With the set of dispatch layers sketched in this post, array-consuming libraries will be able to use multiple kinds of arrays, without having to have a hard dependency on all of those array libraries. We'd like to have a unified design, using the same tools applicable across SciPy, scikit-learn, scikit-image and other libraries. In this situation, it's best to have a design discussion spanning multiple projects.

A diagram showing possible interconnections that would be enabled by Array API.
Possible interconnections enabled in this design, via the Array API standard and Uarray.

Today, SciPy, scikit-learn and scikit-image only work with NumPy arrays. SciPy has had "support for distributed and GPU arrays" on its roadmap for a couple of years. Parallel execution and GPU support were two of the top three priorities named by the 1000+ users in the 2020 NumPy user survey. The scikit-learn technical committee listed "evaluate interoperability with other types of arrays that are compatible with the NumPy API" as one of its 2020-2021 priorities. And scikit-image included exploring multi-threading and GPU acceleration in its (awarded) CZI EOSS grant proposal. Clearly there is a lot of interest in this topic.

Despite NumPy being a CPU-only library, it still can be used with alternative arrays due to its dispatch mechanism allowing users and library authors to write backend and hardware agnostic code using the NumPy API. When passing as input an alternative array (say from CuPy or Dask) to such generic code, the hardware-specific implementation is invoked instead of the internal to NumPy implementation. The NumPy API is a powerful tool for writing generic code and it is followed by several array libraries. Some libraries, like JAX and CuPy, had NumPy compatibility from the start, while other libraries, like PyTorch, are gradually moving towards it.

One of the problems of using the NumPy API as a reference standard is that it wasn't designed with different types of hardware in mind and has a number of inconsistencies that make it difficult for other libraries to reimplement its API (in addition to that API being very large and a little ill-defined). The Array API standard solves this problem by standardizing functionality across most array libraries. NumPy and CuPy have already adopted the Array API standard; it can be accessed via the __array_namespace__ mechanism in NumPy >=1.22.0 and CuPy >=10.0.0 (both to be released in the coming month).

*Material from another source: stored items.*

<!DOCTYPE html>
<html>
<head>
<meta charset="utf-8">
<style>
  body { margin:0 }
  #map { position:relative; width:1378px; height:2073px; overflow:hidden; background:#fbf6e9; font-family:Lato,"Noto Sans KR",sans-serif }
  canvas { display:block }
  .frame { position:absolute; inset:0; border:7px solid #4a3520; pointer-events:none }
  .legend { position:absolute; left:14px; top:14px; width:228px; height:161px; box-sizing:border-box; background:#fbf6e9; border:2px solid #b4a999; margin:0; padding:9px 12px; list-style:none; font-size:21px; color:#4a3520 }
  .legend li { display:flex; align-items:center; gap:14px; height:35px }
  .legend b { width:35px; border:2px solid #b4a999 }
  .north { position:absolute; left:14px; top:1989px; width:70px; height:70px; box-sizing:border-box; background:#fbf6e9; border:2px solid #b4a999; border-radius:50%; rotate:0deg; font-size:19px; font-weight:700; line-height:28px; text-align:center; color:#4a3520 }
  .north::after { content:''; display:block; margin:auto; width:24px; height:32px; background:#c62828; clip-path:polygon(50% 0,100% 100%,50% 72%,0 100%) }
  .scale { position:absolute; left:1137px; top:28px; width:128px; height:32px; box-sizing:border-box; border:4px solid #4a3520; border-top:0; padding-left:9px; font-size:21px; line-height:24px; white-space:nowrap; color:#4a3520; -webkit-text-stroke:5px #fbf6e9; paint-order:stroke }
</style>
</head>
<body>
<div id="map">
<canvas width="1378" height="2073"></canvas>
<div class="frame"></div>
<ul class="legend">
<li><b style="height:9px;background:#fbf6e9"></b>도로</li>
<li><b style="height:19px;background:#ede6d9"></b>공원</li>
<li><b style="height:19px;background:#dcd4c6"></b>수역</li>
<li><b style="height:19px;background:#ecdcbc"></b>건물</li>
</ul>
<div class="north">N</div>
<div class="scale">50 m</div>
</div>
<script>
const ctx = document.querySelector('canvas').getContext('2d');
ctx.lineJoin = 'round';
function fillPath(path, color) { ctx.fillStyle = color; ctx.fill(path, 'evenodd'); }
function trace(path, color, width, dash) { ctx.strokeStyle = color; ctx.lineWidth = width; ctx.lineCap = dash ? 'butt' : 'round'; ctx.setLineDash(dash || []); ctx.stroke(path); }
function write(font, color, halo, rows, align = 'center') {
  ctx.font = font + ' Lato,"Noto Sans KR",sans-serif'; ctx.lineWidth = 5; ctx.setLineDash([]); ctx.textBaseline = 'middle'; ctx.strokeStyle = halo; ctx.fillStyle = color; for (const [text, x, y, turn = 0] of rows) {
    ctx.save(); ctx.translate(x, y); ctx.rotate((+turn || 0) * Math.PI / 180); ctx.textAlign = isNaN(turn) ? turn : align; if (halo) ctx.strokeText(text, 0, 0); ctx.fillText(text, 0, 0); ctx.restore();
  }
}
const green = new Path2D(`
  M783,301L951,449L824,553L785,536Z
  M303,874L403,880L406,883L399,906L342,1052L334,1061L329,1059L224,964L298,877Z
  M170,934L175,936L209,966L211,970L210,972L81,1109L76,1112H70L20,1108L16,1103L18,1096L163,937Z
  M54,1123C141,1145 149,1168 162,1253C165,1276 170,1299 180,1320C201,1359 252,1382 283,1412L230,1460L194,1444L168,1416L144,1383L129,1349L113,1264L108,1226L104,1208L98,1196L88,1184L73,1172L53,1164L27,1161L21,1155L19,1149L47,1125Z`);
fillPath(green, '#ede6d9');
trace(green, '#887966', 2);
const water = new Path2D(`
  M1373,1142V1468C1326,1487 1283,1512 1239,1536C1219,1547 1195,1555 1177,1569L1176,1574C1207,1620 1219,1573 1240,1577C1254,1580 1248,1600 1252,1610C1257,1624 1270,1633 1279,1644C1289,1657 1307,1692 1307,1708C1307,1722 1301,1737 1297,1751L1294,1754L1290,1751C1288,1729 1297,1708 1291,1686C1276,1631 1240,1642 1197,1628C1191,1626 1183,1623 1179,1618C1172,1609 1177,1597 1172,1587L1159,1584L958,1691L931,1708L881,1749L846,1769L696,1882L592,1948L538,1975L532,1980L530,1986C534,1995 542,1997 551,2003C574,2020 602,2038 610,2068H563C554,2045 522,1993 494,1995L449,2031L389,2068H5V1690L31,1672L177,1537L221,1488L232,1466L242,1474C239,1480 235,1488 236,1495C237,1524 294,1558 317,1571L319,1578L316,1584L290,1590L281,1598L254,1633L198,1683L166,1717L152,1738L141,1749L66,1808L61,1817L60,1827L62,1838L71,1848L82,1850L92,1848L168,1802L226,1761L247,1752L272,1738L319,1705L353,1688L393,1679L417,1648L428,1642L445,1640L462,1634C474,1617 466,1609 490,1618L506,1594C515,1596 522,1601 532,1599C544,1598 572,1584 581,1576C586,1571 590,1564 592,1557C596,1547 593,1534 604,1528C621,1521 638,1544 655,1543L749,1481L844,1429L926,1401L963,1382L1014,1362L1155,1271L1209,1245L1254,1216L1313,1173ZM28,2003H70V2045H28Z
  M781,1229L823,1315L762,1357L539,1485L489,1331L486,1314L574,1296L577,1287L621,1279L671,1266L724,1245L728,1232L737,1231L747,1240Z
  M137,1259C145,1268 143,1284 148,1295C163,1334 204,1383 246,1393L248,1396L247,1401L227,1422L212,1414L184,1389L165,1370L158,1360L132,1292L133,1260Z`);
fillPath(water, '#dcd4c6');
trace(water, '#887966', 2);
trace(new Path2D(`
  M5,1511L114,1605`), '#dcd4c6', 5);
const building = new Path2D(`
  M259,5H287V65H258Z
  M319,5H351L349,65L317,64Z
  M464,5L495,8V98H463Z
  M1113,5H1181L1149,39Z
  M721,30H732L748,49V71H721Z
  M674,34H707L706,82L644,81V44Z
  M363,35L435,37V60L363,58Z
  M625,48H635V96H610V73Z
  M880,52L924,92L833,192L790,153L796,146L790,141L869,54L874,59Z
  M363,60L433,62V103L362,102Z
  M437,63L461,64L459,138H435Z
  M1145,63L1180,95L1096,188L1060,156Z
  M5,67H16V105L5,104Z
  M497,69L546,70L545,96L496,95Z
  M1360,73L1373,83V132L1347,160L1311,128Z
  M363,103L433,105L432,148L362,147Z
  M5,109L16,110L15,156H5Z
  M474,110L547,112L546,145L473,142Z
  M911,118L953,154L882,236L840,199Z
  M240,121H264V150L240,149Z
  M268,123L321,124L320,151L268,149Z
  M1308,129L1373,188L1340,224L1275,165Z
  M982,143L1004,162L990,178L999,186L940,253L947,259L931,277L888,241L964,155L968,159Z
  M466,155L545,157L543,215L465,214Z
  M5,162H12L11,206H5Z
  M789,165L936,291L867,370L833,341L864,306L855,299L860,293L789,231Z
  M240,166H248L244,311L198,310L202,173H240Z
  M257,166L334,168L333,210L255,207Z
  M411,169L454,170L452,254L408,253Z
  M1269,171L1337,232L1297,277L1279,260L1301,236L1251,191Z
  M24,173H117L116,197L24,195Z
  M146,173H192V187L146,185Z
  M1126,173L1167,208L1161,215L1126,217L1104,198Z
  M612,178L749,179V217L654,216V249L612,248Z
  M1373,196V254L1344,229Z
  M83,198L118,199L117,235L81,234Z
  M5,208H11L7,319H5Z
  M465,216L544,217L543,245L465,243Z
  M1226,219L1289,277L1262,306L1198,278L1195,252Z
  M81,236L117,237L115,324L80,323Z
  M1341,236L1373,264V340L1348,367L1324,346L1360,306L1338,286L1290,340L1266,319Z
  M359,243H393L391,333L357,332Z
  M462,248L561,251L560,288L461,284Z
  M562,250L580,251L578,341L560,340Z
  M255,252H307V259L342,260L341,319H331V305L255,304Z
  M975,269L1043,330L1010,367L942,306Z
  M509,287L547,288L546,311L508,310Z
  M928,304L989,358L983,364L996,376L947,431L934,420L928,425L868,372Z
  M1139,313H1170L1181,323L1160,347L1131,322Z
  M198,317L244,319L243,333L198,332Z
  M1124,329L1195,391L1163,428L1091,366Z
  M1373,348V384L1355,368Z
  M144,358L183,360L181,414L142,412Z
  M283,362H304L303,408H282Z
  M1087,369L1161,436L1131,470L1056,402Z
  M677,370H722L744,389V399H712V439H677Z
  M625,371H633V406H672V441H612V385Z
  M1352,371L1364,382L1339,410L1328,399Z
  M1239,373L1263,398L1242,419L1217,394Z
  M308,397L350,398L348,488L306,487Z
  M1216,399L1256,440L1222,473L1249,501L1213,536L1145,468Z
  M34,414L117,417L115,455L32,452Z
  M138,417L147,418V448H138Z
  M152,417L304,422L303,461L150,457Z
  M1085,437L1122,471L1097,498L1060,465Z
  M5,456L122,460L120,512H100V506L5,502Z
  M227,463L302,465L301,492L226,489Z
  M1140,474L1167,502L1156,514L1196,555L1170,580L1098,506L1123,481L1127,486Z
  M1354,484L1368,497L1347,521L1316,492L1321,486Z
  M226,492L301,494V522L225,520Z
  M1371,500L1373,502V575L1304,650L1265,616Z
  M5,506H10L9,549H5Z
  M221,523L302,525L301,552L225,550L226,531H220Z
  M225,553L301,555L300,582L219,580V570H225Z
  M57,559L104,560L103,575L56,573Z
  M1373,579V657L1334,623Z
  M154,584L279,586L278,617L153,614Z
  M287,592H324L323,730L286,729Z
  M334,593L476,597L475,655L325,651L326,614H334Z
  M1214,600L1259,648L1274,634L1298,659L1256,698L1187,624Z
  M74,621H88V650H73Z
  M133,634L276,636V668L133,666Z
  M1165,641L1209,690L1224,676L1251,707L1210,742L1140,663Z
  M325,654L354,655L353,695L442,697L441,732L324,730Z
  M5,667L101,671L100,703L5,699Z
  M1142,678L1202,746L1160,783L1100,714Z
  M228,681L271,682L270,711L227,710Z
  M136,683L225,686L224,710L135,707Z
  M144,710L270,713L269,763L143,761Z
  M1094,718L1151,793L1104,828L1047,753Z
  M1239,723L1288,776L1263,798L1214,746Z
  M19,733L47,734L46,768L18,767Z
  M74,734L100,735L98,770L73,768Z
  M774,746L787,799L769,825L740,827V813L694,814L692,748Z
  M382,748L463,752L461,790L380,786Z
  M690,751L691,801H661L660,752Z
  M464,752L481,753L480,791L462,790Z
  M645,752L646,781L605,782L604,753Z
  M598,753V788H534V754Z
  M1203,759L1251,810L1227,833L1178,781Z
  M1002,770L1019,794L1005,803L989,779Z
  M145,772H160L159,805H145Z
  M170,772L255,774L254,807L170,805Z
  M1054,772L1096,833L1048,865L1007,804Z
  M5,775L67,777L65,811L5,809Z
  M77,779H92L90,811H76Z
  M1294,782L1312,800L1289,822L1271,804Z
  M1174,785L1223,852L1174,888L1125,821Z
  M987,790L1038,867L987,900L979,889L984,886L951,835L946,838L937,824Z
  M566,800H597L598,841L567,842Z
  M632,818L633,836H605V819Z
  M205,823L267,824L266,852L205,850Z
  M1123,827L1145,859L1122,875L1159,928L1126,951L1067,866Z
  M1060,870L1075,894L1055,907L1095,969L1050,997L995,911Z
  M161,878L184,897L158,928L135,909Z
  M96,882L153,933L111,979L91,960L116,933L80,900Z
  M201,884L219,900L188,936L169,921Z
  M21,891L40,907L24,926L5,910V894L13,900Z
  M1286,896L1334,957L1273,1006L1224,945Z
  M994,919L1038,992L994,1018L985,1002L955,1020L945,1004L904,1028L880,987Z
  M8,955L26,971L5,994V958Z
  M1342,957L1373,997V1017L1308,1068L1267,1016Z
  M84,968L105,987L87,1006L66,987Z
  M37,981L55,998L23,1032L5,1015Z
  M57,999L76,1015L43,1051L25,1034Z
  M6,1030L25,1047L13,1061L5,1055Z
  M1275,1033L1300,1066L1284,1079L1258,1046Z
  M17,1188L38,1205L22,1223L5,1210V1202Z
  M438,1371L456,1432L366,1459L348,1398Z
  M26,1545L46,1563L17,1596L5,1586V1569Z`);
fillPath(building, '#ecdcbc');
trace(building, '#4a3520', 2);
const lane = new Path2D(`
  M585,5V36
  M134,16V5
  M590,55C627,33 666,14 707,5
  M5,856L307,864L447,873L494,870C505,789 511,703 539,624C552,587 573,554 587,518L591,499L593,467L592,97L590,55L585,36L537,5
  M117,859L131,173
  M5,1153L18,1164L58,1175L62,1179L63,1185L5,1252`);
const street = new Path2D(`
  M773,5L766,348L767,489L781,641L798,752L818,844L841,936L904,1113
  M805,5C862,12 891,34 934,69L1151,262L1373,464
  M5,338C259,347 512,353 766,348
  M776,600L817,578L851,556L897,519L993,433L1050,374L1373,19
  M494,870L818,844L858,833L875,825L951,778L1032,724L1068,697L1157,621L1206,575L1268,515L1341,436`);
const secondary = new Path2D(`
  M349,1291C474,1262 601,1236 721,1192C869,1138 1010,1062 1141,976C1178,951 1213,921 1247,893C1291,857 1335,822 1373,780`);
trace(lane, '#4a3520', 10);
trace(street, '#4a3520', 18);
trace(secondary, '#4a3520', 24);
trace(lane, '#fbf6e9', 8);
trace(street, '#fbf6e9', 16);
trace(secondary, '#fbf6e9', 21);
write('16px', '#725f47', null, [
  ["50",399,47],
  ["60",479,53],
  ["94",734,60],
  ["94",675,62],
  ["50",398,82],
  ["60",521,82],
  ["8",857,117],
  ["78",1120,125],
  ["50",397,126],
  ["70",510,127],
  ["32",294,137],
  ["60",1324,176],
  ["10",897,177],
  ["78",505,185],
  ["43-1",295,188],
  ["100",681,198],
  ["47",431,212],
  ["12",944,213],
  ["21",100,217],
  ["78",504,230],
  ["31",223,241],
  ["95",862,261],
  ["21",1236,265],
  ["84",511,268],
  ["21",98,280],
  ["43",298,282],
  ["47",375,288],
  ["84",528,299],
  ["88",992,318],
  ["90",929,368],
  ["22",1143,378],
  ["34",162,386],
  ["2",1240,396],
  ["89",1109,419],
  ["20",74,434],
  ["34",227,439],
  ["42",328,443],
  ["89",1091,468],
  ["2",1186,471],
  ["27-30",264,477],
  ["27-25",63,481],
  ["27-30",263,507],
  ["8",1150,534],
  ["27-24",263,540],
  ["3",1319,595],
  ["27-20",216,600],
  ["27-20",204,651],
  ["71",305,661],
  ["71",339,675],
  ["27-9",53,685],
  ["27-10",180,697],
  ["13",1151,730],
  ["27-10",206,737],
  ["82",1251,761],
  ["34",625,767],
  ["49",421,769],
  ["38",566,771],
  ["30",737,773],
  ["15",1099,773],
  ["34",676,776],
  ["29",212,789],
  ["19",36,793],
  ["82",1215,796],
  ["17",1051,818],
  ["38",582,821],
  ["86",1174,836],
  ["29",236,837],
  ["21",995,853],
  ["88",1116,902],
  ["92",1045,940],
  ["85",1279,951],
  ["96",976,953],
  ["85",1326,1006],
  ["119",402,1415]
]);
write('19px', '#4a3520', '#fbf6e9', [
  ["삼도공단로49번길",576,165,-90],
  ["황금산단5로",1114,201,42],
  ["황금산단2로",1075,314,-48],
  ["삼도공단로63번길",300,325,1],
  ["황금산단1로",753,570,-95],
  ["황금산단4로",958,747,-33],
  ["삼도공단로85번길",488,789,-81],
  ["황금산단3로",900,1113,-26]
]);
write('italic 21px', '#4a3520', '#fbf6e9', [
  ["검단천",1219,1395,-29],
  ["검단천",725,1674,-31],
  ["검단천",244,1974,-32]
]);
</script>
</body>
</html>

The common architecture of SciPy, scikit-learn, and scikit-image is that they use NumPy for array operations, and critical-to-performance parts are written using compiled code extensions. Unfortunately, compiled extensions rely on NumPy's internal memory representation and are restricted to CPU computations. For these reasons, Python code with compiled extensions is not compatible with NumPy's dispatching capabilities; it would not know how to deal with a GPU array. It's also very challenging to rewrite the libraries to use pure NumPy without sacrificing performance. Therefore we need a dispatching mechanism (similar to NumPy's) for the API of modules in SciPy and other projects that rely on compiled extensions.

Let's imagine some SciPy module that equally depends on compiled code and NumPy functions. Removing all forced conversions to NumPy arrays inside the module would open the "Dispatcher" path, but only a small part of SciPy functionality would work for generic arrays. In the diagram, the NumPy Dispatcher is an abstract mechanism, concretely it could be an __array_function/ufunc__-based one for older versions of NumPy or __array_namespace__ - for NumPy 1.22+.

A schema using NumPy dispatcher.
A SciPy module with NumPy "Dispatcher".

For SciPy and similar libraries, we need to follow NumPy's example and add our own dispatching layer for the API to allow users to develop generic code that works with arrays from different libraries. Then it would be possible to directly reroute to specific array implementations bypassing compiled code paths.

A schema using SciPy dispatcher.
A SciPy module with its own "Dispatcher".

A careful reader may note that there's a gray area left: what if some SciPy function or submodule is mostly pure Python + NumPy, but relies on a small amount of compiled code (which may be private API) for performance? It may then not be completely clear what should be done. In some cases it may make sense to make that private API public and dispatch on it, in other cases dispatching should happen at the top-level - and perhaps there are better solutions to allow reuse of the pure Python code.

Goals, wishes, and constraints

The main goal is to separate the interface from the implementation and let the dispatching system help users and library authors write generic code that works with different kinds of arrays.

The new dispatching system implemented for SciPy and scikits should:

add the possibility to support alternative array libraries, not just NumPy
provide a way to select a different backend for the same array type (examples: scipy.fft + alternative CPU FFT libraries like pyFFTW, or scikit-learn + an Intel optimized implementation)
support "array duck types", i.e. custom array objects that are compatible with a particular array library via (for example) __array_function__ or __torch_function__.
be able to extend function signatures in a backward-compatible way on the base library side (all alternative implementations should not break after the change)
have a performance overhead that is as low as possible
have a reasonably low maintenance overhead (e.g., scikit-learn has explicitly stated that they cannot afford GPU-specific code in their codebase).
ideally be adoptable also for libraries that now default to another array library than NumPy (e.g., PyTorch, JAX, TensorFlow, CuPy, and Dask - they all have growing and thriving ecosystem of their own).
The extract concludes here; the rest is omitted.